==== ENTRIES SUPPLIED

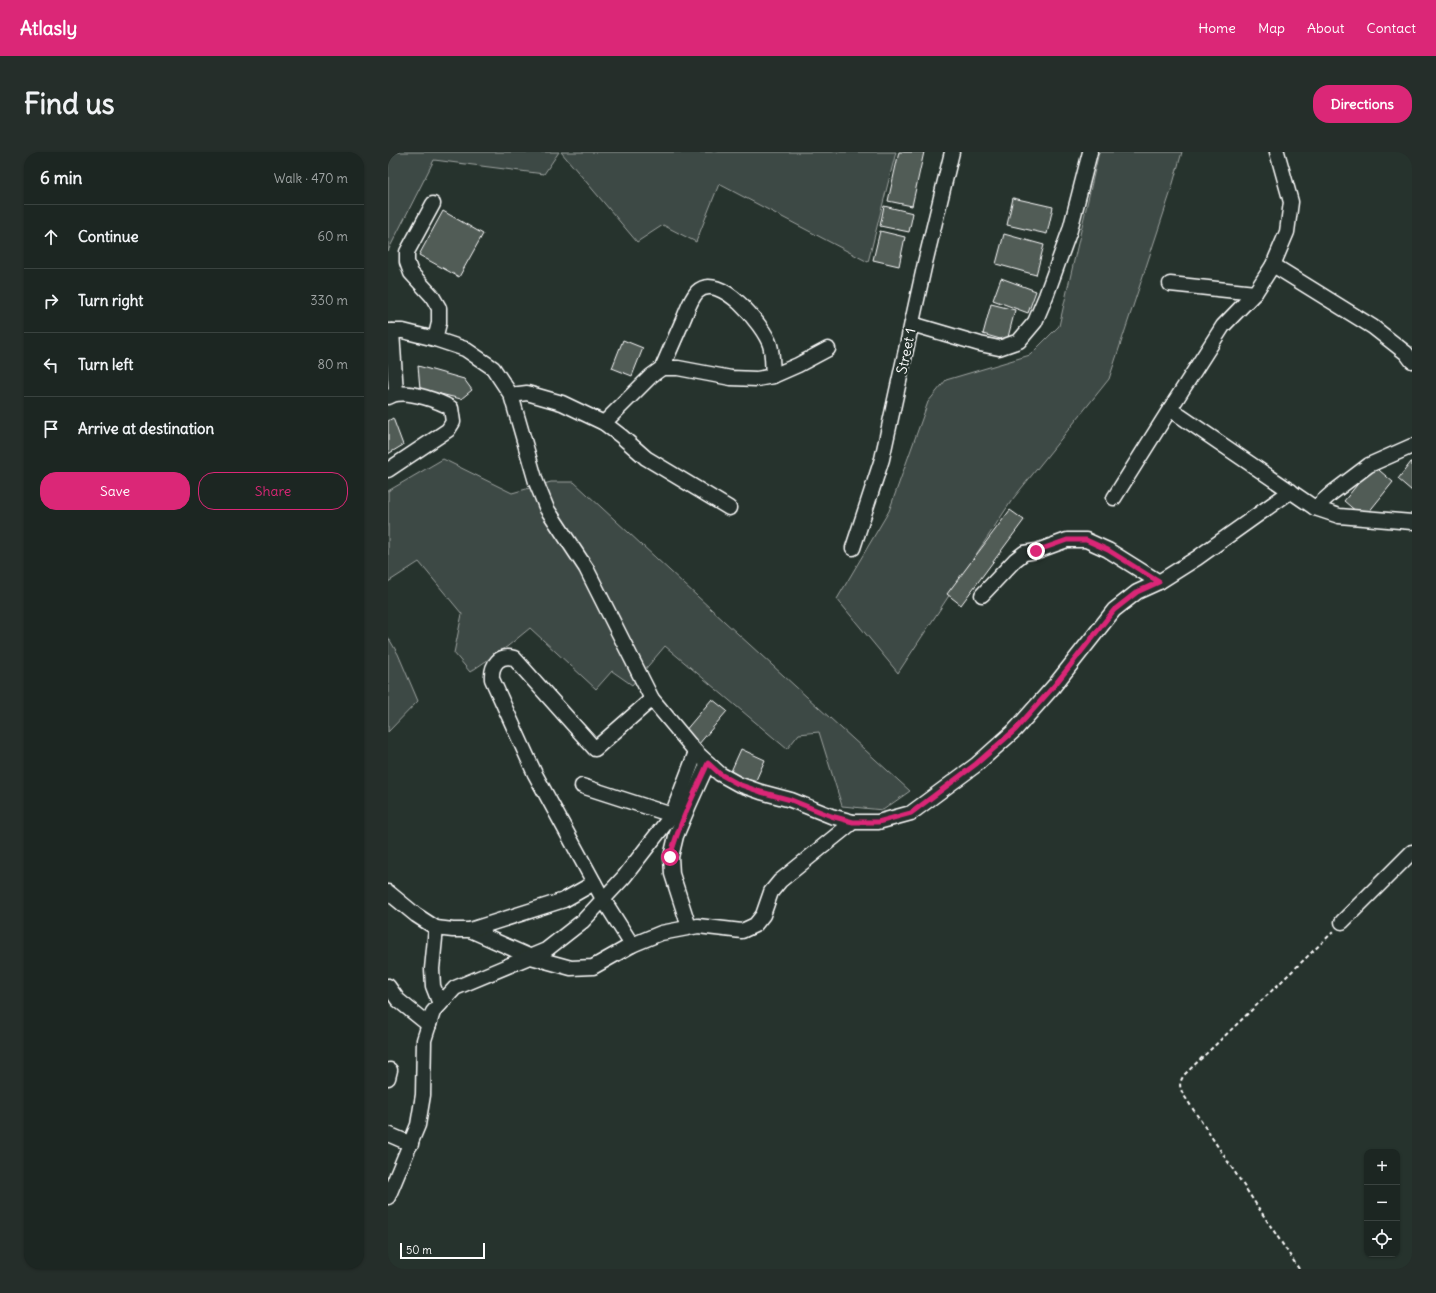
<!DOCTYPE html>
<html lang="en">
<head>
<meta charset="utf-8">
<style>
  :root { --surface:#1c2622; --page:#252e2a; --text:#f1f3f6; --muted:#a0a5a5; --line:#3a4340; --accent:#db2777 }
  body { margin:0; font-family:Delius,sans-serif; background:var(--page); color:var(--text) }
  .controls { position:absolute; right:12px; bottom:12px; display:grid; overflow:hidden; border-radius:8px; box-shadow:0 1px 3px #0004 }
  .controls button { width:36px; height:36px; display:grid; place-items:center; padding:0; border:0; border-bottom:1px solid var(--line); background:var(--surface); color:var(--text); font:20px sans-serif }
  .scale { position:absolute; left:12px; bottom:10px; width:85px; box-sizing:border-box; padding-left:4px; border:2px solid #fff; border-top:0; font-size:11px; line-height:14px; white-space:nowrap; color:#fff; -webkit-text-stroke:3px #26332d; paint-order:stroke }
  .stop { position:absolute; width:12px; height:12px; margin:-9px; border:3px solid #db2777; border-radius:50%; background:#fff }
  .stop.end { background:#db2777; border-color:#fff; box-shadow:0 1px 4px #0008 }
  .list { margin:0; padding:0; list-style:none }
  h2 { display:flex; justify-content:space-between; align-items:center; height:52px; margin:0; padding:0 16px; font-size:17px }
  h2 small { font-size:13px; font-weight:400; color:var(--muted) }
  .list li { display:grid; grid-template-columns:26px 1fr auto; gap:12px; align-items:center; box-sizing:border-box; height:64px; padding:0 16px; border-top:1px solid var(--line) }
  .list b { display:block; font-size:15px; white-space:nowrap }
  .list em { font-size:13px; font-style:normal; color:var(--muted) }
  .actions { display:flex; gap:8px; padding:12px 16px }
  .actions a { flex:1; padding:9px 0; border:1px solid var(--accent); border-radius:16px; text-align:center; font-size:14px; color:var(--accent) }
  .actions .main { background:var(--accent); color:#fff }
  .icon { flex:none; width:22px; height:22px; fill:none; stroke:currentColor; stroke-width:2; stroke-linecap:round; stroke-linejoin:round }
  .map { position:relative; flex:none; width:1024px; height:1117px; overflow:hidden; border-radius:16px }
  header { display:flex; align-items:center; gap:24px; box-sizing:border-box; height:56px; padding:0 20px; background:var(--accent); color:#fff }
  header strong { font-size:19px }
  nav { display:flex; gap:22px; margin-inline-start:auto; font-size:14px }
  .intro { display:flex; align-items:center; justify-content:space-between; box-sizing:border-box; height:96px; padding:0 24px }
  h1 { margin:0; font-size:28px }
  .button { padding:10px 18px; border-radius:16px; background:var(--accent); color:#fff; font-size:14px; font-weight:700 }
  main { display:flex; gap:24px; padding:0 24px }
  aside { flex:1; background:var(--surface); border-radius:16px; box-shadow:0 1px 3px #0004 }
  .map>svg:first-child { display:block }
</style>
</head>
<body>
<header>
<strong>Atlasly</strong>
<nav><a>Home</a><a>Map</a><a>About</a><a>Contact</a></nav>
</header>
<div class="intro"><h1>Find us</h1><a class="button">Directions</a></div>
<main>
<aside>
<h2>6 min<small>Walk · 470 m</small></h2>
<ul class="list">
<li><svg class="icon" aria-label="ahead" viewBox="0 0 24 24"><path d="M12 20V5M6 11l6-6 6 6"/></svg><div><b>Continue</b></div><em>60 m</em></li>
<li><svg class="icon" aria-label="right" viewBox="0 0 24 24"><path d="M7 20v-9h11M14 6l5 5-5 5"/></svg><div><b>Turn right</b></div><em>330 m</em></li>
<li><svg class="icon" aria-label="left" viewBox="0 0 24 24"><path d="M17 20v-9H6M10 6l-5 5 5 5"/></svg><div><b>Turn left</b></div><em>80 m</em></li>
<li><svg class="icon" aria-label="arrive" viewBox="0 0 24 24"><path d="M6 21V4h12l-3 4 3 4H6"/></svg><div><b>Arrive at destination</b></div></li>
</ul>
<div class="actions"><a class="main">Save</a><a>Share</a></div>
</aside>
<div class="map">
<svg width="1024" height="1117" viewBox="0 0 1024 1117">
  <rect width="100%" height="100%" fill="#26332d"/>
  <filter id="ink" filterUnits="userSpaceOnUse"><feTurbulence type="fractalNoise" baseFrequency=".025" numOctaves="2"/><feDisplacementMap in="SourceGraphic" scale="8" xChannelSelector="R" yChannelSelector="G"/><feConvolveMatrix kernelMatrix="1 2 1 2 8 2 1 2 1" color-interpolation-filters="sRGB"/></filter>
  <g filter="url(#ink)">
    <!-- green -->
    <g fill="#3e4944" stroke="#9ea4a2">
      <polygon points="0,0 171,0 156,22 46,8 0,99"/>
      <polygon points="173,0 508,0 480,110 331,32 308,90 275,73 249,90"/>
      <polygon points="711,0 794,0 782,42 721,227 624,348 510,521 449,447 501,359 540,250 558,228 642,203 671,174"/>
      <polygon points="55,307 124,341 163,330 186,330 350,482 522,639 495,658 454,654 431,580 411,582 399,597 277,494 244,533 224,519 208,537 142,476 120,494 82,520 66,501 74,462 31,410 0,430 0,339"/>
      <polygon points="0,485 10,502 30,549 0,580"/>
    </g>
    <!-- building -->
    <g fill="#515c57" stroke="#fff">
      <polygon points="511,0 536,0 524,54 500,49"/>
      <polygon points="625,46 665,55 659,82 619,73"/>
      <polygon points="496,54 525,61 521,80 492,74"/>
      <polygon points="55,59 95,82 71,125 31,103"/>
      <polygon points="492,79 517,85 511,114 485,108"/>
      <polygon points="616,82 656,93 648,123 608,112"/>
      <polygon points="613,126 648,139 640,161 605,148"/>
      <polygon points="603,152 627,158 619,189 595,182"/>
      <polygon points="235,188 255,196 244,224 224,216"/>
      <polygon points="30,214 76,227 84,238 73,247 32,237"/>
      <polygon points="5,266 15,293 0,302 0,269"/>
      <polygon points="1023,310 1024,310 1024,339 1010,327"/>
      <polygon points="985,313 1005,330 976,366 956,349"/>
      <polygon points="622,358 636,368 573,453 559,442"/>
      <polygon points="324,547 339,559 310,593 296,580"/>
      <polygon points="353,597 377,608 364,637 340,626"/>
    </g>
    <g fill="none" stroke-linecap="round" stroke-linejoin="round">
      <!-- minor casing -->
      <g stroke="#fff" stroke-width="17">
        <g id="minor">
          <polyline points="889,0 903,50 899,80 885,113 867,141 835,174 782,257 927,356 951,364 1024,370"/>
          <polyline points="45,52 19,100 19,110 23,121 44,144 51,156 51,171 47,187"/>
          <polyline points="885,113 985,175 1018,201 1024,209"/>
          <polyline points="782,132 867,141"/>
          <polyline points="524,172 592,192 611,196 631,189 647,170 658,144 682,78 702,0"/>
          <polyline points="0,179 15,179 47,187 77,197 105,216 123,243 148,330 159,357 198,416 264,547 308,600 332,622 350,632 373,640 403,648 443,664 465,670 490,670 523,661 588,613 627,578 666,534 726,458 749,440 771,430 809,406 903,339"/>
          <polyline points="4,179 8,241"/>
          <path d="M274,216C281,200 288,184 295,168C299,159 302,148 309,140C331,118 376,174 382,193C385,203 384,214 385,224"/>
          <polyline points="123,243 139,241 174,251 216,271 233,284 258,306 341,356"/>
          <path d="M0,245C3,244 6,242 9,242C23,239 51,249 63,256L65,270L60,278L0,318"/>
          <polyline points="216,271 263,224 274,216 290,216 343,226 369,227 385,224 410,213 440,197"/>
          <polyline points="726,346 782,257"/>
          <polyline points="927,356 944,341 981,313 1024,294"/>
          <polyline points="465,396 494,307 537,111 564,0"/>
          <polyline points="594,443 627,408 636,401 649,399 679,388 698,388 720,398 771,430"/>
          <polyline points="194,634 284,663"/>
          <polyline points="0,740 28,763 48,776 65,778 82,778 143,805 183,816 205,815 244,793 273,781 310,774 354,779 367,773 375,763 383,740 392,729 465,670"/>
          <polyline points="954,770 1024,700"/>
          <polyline points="301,775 284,722 283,705 288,684 301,653 320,611"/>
          <polyline points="48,776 44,817 45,834 52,852"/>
          <polyline points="82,778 176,748 206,731"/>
          <path d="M244,793L215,747L147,622L104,527C103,513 111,502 126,506L207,597L264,547"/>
          <polyline points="0,834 10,848 41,873"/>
          <polyline points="0,926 2,918"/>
          <polyline points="0,982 23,992"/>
          <polyline points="0,1045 30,973 35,943 36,888 45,860 67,836 158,798 195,769 236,725 284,663 308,600"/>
        </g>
      </g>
      <!-- path -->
      <path stroke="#fff" stroke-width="2" stroke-dasharray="4 3" stroke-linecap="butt" d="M911,1117L795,942C791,934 791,931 796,923L946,779"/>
      <!-- minor -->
      <use href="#minor" stroke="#26332d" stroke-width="14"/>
    </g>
  </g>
  <g fill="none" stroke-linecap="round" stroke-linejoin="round" filter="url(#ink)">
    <!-- route -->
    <path stroke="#db2777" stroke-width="5" d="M282,705C291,672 306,642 320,611L332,622L350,632L373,640L403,648L443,664L465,670H490L523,661L588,612L627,578L666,534L726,458L749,440L771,430L720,398L698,388H679L648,399"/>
  </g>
  <g text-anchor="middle" stroke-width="4" stroke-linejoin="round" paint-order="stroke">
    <!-- street labels -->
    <g font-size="14" fill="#fff" stroke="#26332d">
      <text transform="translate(518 199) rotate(-78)" y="5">Street 1</text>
    </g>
  </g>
</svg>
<div class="controls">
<button>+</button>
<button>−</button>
<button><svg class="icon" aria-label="locate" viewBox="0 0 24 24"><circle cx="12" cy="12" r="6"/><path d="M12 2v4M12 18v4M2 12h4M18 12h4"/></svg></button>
</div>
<div class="scale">50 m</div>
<div class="stop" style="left:282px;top:705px"></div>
<div class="stop end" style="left:648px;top:399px"></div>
</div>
</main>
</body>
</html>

========

### WHAT THE EXERCISE ASKS
Print exactly what appears from the first line of the listing above down to the line containing "position:absolute; left:12px; bottom:10px;", inclusive, and leave out all pictures.

### RESPONSE BOX
<!DOCTYPE html>
<html lang="en">
<head>
<meta charset="utf-8">
<style>
  :root { --surface:#1c2622; --page:#252e2a; --text:#f1f3f6; --muted:#a0a5a5; --line:#3a4340; --accent:#db2777 }
  body { margin:0; font-family:Delius,sans-serif; background:var(--page); color:var(--text) }
  .controls { position:absolute; right:12px; bottom:12px; display:grid; overflow:hidden; border-radius:8px; box-shadow:0 1px 3px #0004 }
  .controls button { width:36px; height:36px; display:grid; place-items:center; padding:0; border:0; border-bottom:1px solid var(--line); background:var(--surface); color:var(--text); font:20px sans-serif }
  .scale { position:absolute; left:12px; bottom:10px; width:85px; box-sizing:border-box; padding-left:4px; border:2px solid #fff; border-top:0; font-size:11px; line-height:14px; white-space:nowrap; color:#fff; -webkit-text-stroke:3px #26332d; paint-order:stroke }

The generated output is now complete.